As my letter of 3rd May said, those boroughs where PCNs have complied
with this requirement to the effect that they have no open cases with
non-compliant PCNs will not be affected. Boroughs with open
non-compliant PCNs do need to give careful consideration to their future
actions and are recommended to seek their own legal advice. This letter
should not be taken as formal legal advice. My own views are:
Boroughs should ensure that their PCN format complies with the Al’s Bar
decision as a matter of urgency (ie that the PCN contains both a date of
issue (or notice) and a date of contravention, even where these are the
same). Boroughs should ensure that they do not issue any further PCNs that do
not comply, even if this means suspending
enforcement pending a redesign of the notice. The court’s decision makes
clear that any non-compliant PCNs are a nullity. It is also clear that
by “substantially compliant” the court means that the PCN must wholly
comply with the Act in substance (but not necessarily literally) rather
than meaning that if it almost meets the requirements (say to 90% or
95%) then that is sufficient. Boroughs may not enforce non-compliant PCNs. This means that no NtOs or
charge certificates should be sent out, nor
should debt registrations or bailiff’s warrants be sought with respect
to non-compliant PCNs. Boroughs may continue to receive payments made
against non-compliant PCNs and do not need to refund any payments
already made. The adjudicators have already considered, and rejected, a
bid to re-open previously closed cases on this issue.

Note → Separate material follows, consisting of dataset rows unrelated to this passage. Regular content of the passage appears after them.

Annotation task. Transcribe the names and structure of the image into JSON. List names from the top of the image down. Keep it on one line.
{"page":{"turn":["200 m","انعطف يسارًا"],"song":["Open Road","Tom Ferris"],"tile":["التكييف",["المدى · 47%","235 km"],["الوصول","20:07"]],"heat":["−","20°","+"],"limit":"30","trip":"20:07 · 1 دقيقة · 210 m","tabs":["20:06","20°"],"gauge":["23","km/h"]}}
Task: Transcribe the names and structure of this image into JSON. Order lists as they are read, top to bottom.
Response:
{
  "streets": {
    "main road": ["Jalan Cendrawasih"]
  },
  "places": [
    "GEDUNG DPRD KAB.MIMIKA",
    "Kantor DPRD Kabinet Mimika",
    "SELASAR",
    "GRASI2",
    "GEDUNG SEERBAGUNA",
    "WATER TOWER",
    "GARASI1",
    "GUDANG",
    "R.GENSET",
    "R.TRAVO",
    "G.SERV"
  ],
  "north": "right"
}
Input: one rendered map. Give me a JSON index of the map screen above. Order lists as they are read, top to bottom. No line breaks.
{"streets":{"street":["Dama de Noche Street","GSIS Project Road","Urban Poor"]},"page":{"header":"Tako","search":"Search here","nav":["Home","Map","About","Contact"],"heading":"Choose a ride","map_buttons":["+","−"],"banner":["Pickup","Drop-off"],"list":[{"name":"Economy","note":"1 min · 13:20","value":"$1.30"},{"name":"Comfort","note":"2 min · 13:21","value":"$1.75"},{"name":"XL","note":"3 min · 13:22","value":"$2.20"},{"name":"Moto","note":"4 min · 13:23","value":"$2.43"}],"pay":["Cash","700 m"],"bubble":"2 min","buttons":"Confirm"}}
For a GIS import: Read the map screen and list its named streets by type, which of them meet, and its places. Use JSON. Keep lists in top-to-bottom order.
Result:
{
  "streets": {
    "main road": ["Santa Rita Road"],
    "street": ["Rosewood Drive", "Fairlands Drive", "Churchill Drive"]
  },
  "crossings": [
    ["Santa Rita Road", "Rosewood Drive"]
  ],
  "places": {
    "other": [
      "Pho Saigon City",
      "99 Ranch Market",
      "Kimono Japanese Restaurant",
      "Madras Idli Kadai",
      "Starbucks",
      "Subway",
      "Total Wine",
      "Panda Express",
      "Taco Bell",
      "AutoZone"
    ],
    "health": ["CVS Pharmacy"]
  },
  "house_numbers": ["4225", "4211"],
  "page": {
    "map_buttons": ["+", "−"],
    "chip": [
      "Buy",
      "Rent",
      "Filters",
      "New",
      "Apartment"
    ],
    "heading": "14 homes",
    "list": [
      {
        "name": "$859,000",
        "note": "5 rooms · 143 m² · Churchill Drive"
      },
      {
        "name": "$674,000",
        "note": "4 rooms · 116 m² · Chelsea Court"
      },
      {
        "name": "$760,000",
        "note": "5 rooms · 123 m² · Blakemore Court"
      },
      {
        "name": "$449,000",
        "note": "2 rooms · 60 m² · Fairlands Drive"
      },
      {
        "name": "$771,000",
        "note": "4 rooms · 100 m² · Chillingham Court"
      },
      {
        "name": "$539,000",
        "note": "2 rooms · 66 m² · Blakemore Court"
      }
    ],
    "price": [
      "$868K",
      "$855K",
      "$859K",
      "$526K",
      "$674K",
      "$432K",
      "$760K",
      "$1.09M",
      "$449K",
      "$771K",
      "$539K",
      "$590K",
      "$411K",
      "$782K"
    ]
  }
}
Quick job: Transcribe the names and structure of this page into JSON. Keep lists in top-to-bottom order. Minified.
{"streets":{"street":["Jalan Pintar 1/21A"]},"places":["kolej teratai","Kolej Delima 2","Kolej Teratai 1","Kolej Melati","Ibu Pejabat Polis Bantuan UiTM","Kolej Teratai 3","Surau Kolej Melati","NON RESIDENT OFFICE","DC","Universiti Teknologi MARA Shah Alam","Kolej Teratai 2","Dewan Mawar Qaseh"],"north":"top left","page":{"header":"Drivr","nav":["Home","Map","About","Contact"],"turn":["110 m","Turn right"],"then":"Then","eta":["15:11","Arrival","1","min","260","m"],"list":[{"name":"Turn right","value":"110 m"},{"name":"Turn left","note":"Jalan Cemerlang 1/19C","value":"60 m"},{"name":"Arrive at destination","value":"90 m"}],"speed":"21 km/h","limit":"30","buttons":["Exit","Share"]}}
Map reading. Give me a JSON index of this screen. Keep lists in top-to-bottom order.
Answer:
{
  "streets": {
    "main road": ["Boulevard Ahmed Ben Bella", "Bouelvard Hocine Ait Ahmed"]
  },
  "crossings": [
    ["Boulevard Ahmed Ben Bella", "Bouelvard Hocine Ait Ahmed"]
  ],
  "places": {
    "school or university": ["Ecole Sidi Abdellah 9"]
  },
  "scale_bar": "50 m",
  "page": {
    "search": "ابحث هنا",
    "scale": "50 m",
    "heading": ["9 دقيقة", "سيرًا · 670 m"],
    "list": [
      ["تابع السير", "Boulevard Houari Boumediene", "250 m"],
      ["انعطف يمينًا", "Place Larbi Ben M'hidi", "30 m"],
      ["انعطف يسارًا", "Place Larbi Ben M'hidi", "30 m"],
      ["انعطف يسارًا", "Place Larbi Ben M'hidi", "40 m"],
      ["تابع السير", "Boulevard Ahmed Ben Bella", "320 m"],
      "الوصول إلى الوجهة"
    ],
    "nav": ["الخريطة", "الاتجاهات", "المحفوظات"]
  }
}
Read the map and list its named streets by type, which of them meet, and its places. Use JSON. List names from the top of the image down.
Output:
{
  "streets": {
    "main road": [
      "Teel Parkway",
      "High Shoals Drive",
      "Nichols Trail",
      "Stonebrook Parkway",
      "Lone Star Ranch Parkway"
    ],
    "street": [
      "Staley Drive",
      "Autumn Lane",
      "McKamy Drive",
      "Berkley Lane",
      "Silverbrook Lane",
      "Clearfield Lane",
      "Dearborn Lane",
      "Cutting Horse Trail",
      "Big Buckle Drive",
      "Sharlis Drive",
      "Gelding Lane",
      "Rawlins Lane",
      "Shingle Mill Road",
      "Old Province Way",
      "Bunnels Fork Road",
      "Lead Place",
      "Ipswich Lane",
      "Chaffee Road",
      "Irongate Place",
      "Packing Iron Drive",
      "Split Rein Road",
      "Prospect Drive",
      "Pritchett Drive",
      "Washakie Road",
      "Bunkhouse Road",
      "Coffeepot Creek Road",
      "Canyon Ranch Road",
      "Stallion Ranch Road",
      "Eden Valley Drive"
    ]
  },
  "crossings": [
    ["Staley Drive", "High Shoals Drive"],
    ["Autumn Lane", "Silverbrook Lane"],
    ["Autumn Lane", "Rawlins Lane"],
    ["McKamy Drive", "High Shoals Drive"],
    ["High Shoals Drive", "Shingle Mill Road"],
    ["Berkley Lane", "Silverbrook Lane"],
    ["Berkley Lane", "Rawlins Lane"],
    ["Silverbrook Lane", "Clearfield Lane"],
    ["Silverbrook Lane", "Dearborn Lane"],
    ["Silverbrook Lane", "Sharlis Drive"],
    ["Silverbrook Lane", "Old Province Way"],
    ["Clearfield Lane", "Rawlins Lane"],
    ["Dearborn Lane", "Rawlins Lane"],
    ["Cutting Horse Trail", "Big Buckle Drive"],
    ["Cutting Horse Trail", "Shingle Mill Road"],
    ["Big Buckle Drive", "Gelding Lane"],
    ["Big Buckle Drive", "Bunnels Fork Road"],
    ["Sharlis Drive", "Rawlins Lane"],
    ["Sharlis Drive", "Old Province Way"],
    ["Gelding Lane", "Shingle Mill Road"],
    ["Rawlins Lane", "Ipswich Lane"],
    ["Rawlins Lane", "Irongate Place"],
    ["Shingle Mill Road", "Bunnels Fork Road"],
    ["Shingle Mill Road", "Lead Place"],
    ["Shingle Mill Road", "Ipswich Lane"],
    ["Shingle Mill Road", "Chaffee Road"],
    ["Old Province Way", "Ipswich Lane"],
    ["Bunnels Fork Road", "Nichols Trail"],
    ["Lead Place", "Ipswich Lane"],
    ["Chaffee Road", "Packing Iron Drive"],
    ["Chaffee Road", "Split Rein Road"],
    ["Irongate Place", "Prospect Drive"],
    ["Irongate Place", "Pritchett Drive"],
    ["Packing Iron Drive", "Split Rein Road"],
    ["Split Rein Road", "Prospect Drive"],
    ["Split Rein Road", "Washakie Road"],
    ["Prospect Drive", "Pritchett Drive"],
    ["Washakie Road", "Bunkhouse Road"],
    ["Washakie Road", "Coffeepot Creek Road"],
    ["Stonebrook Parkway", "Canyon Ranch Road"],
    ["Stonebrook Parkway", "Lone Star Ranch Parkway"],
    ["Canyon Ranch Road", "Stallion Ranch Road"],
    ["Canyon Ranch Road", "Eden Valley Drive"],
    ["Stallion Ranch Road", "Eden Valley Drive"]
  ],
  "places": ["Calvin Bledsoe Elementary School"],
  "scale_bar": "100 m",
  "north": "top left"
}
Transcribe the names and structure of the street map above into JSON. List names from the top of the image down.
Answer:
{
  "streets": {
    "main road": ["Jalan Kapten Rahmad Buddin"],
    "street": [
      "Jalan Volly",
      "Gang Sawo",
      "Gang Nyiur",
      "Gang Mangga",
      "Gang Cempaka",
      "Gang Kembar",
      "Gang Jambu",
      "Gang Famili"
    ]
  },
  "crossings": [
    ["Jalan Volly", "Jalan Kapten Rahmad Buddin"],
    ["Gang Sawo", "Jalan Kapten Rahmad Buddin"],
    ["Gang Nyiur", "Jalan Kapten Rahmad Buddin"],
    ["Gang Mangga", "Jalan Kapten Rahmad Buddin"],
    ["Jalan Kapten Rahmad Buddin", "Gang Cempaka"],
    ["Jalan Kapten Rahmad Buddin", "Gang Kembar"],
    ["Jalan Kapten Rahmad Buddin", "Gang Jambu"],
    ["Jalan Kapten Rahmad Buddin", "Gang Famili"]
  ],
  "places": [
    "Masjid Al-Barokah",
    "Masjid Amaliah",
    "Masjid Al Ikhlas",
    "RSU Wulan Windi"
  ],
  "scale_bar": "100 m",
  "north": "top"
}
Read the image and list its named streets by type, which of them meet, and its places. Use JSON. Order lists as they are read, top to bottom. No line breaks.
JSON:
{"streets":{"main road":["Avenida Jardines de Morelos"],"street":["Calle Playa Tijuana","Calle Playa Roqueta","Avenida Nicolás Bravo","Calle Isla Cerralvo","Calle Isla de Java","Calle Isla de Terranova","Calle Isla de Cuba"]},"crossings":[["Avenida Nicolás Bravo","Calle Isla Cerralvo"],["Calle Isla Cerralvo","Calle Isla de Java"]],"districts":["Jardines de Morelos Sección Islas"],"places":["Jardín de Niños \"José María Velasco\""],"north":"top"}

Some boroughs have also raised with me the question of whether the
adjudicator can allow appeal on the basis of an argument which has not
been raised by the appellant at any stage. The Moses case judgement did
not touch on this matter and this has not been raised as a focus of any
judgements so far. Where court rulings have referred to this matter the
references are conflicting. Clearly a further judicial review would be
needed to settle the issue once and for all but in view of the outcomes
of judicial action so far, I would not recommend this course of action
as part of this case as, whatever the outcome, it would not reflect well upon the boroughs. As always, should anyone wish to discuss this issue,
please feel free to contact me.
Yours sincerely
Nick Lester
Director, Transport, Environment and Planning
Enc.
BARNET JR JUDGEMENT 02 AUGUST 2006
1. INTRODUCTION Mr Justice Jackson set out the requirements of a Penalty
Charge Notice, as defined in S66(3) of the Road Traffic Act 1991, and in
the extension of decriminalised enforcement by the LLA Act 2000 to
include service of PCNs by post.
2. THE FACTS Mr Justice Jackson went through the wordings of the PCNs at
issue in detail. He pointed out that all the parties had agreed that, in
the case of the second PCN, the motorist (Mr Moses) had driven away
before the PCN could be issued. In both cases, the motorist made
representations to Barnet, which were rejected. He then appealed to the
Parking Adjudicator. The Adjudicator allowed the appeals against both
PCNs, on the facts of each case and because he found that the wording of
the PCNs (failure to specify a date of notice) made them invalid. Barnet
accepted the direction on both decisions, but applied for review on the
grounds that the Adjudicator had erred in his interpretation of the law
and that the PCNs were valid. Barnet did not request an oral hearing of
the review application, and did not submit further evidence. The
application was dismissed by another Adjudicator, who drew on an earlier
decision (Al’s Bar v. Wandsworth) in stating that the wording of a PCN
needed to show substantial compliance with the statutory requirements.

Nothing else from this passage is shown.